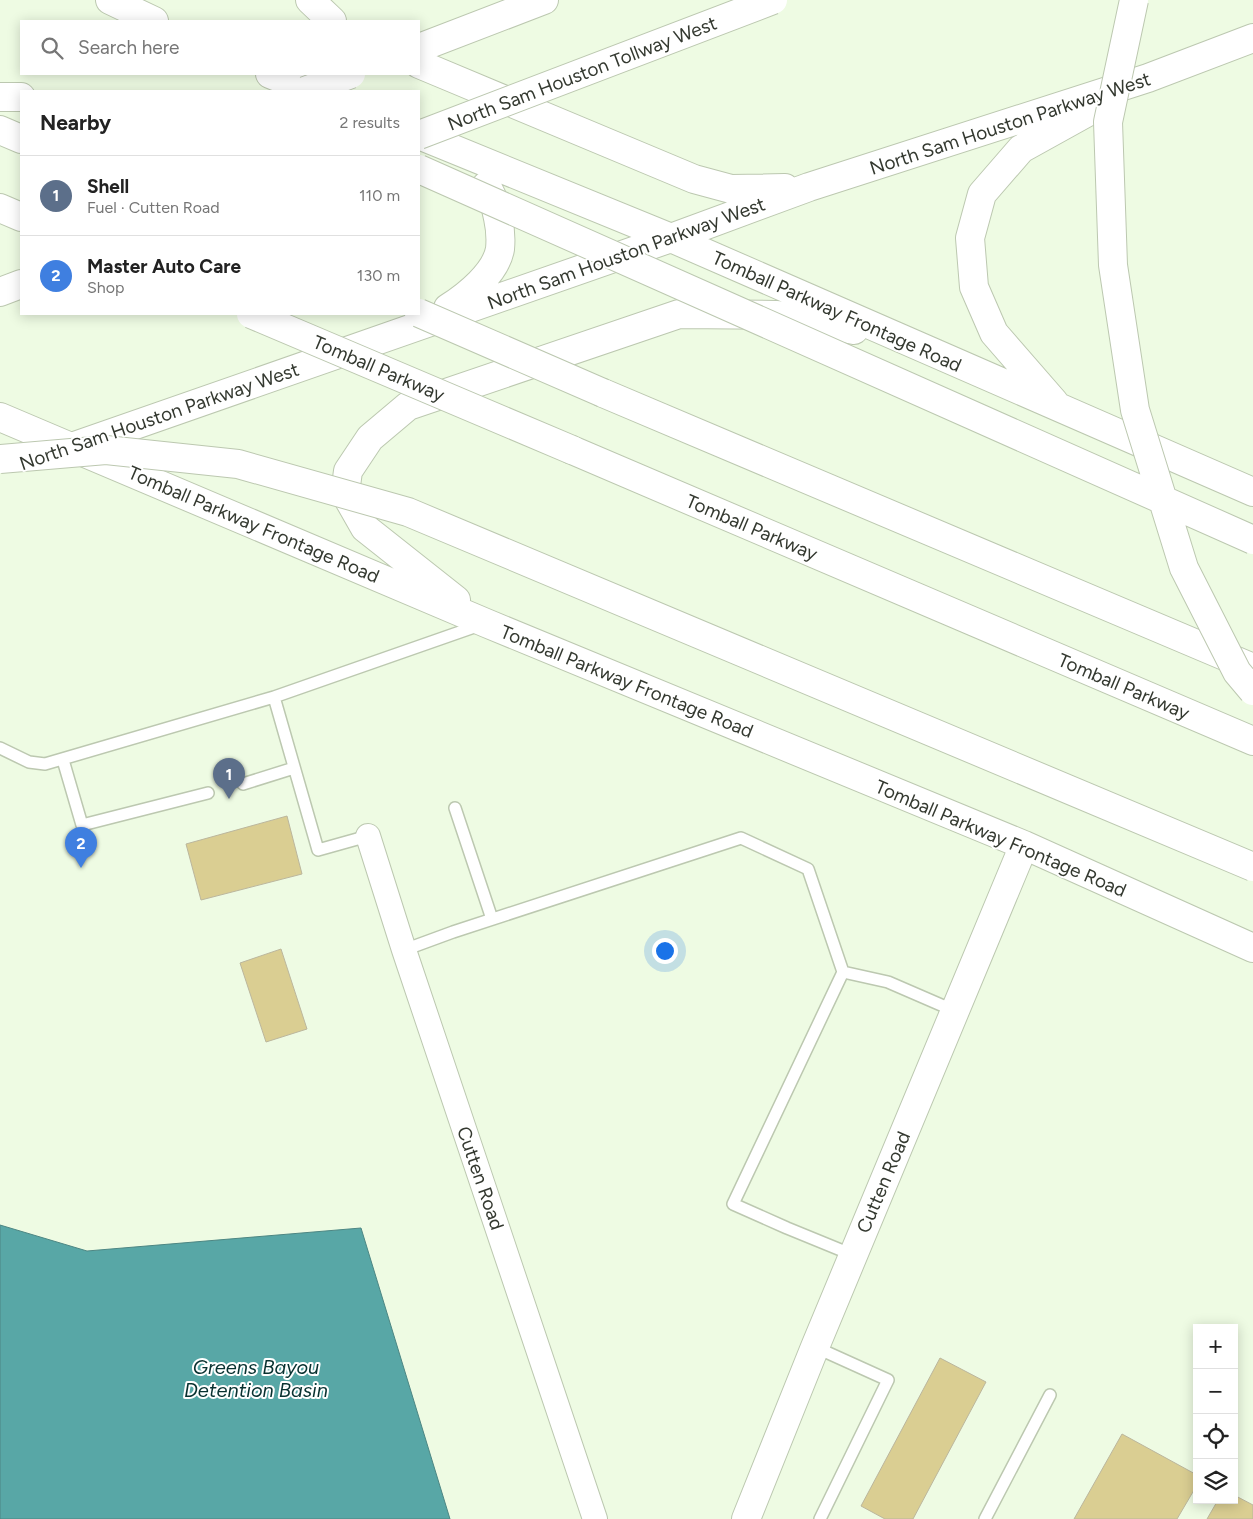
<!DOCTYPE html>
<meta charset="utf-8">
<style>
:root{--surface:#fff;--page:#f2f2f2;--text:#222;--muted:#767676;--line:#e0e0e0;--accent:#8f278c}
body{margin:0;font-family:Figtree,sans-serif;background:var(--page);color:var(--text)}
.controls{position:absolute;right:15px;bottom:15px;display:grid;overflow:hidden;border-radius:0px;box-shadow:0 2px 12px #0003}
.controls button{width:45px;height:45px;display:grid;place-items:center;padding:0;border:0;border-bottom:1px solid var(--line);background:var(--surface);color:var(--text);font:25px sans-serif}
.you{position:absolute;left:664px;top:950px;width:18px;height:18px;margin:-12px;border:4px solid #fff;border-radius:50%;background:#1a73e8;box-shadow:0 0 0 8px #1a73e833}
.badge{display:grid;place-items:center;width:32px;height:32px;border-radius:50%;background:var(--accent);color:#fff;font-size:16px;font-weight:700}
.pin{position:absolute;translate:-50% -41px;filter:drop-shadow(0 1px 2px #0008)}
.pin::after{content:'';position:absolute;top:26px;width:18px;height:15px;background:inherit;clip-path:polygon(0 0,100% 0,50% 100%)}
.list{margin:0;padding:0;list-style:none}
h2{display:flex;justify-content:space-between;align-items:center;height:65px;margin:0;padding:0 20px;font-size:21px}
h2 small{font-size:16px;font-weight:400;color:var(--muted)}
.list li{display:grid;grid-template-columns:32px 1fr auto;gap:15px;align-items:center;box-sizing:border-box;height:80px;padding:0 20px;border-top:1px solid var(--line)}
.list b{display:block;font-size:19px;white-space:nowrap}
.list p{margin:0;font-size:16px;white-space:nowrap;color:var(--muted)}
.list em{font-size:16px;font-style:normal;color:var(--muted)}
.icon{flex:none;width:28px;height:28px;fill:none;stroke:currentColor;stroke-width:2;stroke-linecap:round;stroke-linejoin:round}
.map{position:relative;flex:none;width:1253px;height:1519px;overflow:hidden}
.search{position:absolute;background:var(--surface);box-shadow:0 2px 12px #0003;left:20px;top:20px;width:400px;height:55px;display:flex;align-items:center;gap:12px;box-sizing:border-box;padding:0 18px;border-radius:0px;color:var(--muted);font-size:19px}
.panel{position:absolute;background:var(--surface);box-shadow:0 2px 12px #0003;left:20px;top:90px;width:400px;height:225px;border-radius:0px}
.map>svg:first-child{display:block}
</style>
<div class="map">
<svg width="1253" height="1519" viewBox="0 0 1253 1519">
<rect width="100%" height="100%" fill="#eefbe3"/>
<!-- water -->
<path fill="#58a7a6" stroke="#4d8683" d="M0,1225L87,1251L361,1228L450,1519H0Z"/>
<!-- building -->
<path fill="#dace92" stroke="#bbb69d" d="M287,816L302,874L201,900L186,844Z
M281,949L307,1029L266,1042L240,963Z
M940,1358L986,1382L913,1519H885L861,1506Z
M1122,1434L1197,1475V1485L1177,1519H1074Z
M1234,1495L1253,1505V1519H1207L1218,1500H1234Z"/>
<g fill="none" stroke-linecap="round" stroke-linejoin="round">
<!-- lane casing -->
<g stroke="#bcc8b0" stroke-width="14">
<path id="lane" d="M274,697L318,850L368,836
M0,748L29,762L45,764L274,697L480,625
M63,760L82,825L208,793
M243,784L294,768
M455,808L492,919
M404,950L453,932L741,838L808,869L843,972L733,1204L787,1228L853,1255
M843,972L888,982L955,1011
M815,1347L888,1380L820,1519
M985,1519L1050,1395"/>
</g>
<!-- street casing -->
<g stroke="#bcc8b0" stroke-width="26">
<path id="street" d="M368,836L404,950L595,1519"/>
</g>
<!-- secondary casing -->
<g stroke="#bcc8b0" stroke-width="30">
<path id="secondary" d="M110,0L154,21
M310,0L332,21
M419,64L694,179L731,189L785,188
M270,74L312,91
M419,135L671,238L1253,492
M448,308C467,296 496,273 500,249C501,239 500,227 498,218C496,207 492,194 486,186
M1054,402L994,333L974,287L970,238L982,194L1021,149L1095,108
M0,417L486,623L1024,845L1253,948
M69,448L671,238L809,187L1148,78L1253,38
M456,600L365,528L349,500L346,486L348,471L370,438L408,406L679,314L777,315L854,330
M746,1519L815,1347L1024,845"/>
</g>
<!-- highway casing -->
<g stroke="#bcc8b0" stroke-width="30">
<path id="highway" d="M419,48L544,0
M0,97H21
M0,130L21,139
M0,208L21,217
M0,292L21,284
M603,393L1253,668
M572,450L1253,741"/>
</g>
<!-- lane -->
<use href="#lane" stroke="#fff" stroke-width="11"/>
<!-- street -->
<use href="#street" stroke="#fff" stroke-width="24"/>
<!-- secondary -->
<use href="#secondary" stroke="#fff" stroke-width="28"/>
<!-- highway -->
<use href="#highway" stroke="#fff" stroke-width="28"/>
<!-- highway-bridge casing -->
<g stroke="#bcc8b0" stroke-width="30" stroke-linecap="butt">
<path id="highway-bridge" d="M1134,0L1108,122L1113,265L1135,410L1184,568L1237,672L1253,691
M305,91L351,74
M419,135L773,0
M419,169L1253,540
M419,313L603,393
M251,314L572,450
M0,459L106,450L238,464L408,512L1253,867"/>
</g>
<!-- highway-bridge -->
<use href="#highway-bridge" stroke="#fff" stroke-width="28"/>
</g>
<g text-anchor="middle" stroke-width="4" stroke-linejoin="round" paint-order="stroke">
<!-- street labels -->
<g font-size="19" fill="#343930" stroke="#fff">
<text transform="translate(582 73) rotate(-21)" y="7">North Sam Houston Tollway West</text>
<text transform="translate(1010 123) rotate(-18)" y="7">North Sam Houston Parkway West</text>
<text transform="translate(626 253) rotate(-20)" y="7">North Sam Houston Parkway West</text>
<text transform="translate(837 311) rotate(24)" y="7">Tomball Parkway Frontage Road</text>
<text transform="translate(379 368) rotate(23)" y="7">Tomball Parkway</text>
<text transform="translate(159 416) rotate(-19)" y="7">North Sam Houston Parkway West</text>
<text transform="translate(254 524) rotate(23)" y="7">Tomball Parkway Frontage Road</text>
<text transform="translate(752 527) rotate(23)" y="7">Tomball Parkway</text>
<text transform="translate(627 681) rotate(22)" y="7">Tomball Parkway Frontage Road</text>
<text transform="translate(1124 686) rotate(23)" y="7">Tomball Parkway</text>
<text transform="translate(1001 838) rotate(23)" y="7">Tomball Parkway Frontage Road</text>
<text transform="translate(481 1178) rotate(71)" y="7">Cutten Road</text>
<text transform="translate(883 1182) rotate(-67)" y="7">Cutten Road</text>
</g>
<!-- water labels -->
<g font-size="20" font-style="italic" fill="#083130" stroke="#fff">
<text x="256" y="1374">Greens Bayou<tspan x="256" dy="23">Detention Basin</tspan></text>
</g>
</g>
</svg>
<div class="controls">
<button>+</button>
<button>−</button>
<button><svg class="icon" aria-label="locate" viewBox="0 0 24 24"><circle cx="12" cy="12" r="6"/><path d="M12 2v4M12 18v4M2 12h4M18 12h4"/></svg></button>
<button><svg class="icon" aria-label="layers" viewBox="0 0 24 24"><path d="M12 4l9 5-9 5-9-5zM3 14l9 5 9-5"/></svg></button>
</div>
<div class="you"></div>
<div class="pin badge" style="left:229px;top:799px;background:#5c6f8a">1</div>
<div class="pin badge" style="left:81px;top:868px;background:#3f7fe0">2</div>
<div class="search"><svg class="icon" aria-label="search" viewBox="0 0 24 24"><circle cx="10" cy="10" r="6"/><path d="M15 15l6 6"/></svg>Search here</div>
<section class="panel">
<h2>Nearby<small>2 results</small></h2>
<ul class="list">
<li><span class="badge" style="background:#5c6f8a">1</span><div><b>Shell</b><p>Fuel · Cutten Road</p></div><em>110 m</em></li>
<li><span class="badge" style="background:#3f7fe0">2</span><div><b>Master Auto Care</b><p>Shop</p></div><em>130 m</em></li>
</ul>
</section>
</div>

» EXERCISE DIRECTIONS:
When copying the listing above, begin at its first line and stop after the line with "-41px;filter:drop-shadow(0 1px 2px", keeping each line exact and dropping the pictures.

» RESULT FOR THIS EXERCISE:
<!DOCTYPE html>
<meta charset="utf-8">
<style>
:root{--surface:#fff;--page:#f2f2f2;--text:#222;--muted:#767676;--line:#e0e0e0;--accent:#8f278c}
body{margin:0;font-family:Figtree,sans-serif;background:var(--page);color:var(--text)}
.controls{position:absolute;right:15px;bottom:15px;display:grid;overflow:hidden;border-radius:0px;box-shadow:0 2px 12px #0003}
.controls button{width:45px;height:45px;display:grid;place-items:center;padding:0;border:0;border-bottom:1px solid var(--line);background:var(--surface);color:var(--text);font:25px sans-serif}
.you{position:absolute;left:664px;top:950px;width:18px;height:18px;margin:-12px;border:4px solid #fff;border-radius:50%;background:#1a73e8;box-shadow:0 0 0 8px #1a73e833}
.badge{display:grid;place-items:center;width:32px;height:32px;border-radius:50%;background:var(--accent);color:#fff;font-size:16px;font-weight:700}
.pin{position:absolute;translate:-50% -41px;filter:drop-shadow(0 1px 2px #0008)}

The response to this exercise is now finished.